Washington,
DC (9/30/98)- Trails left by worms under a shallow sea covering what
is now India suggest complex multi-celled organisms lived a half a billion
years earlier than previously believed.
A team of German, American and Indian researchers report the discovery
of fossilized worm tunnels in rock that can be dated at over a billion
years of age, twice as old as the oldest multi-cellular fossils on record.
The trace fossils are preserved in the mesoproterozoic Chorhat Sandstone,
which contains sand beds that built up during storms. The tops of many
sand beds were covered with a microbial mat that blanketed the floor periodically
and protected the sand below from any disturbances above. The ancient worm-like
animals may have migrated through the sand just below the mats, using them
as a source for food and oxygen, the researchers believe.
Fig. 1. Worm burrows
from the Mesoproterozoic Chorhat Sandstone of central India support the
claim of molecular biologists that triploblastic metazoans existed twice
as long ago as the assumed Cambrian
evolutionary explosion of modern animal phyla. A remnant of the original
sand veneer cover (arrow) shows that the burrows are not modern artifacts
(Yale specimen YPM 37665). (Photograph by W. Sacco)
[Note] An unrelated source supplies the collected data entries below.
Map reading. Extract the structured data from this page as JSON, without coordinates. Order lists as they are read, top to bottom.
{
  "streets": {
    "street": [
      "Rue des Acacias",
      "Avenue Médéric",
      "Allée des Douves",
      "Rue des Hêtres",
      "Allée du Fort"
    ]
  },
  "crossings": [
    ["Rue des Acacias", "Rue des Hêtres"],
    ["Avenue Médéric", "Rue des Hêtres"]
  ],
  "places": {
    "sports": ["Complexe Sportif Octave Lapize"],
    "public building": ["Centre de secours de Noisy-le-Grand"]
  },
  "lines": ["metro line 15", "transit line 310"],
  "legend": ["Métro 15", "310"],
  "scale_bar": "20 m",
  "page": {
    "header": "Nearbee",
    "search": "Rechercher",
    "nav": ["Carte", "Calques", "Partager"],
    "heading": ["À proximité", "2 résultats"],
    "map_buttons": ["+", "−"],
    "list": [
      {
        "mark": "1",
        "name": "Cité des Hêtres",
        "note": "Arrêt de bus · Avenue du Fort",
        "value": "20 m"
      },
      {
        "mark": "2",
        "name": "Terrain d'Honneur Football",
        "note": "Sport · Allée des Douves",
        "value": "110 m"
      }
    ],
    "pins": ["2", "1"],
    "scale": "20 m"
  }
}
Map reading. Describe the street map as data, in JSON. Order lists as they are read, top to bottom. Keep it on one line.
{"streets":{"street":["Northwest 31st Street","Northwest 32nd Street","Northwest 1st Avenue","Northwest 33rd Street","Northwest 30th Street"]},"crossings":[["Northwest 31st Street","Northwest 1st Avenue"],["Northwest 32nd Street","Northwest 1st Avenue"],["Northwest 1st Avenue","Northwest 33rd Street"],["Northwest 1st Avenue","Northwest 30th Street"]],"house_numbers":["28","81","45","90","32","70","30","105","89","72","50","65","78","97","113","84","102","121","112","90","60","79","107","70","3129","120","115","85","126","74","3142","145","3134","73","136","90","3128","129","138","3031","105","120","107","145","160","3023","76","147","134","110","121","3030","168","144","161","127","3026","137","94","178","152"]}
Physical processes can create patterns in sedimentary rocks that look
very similar to tracks left behind by animals. The researchers note several
points in favor of the argument that these tunnels really were made
by ancient worms. For example, they note that the diameters vary from tunnel
to tunnel but remain constant along each individual tunnel. The tunnels
also do not resemble the structures commonly caused by physical processes
and are similar to younger trace fossils known to be produced by similar
animals in more recent times.
Hear: Study
Director Dr. Adolph Seilacher, University of Tübingen, Germany.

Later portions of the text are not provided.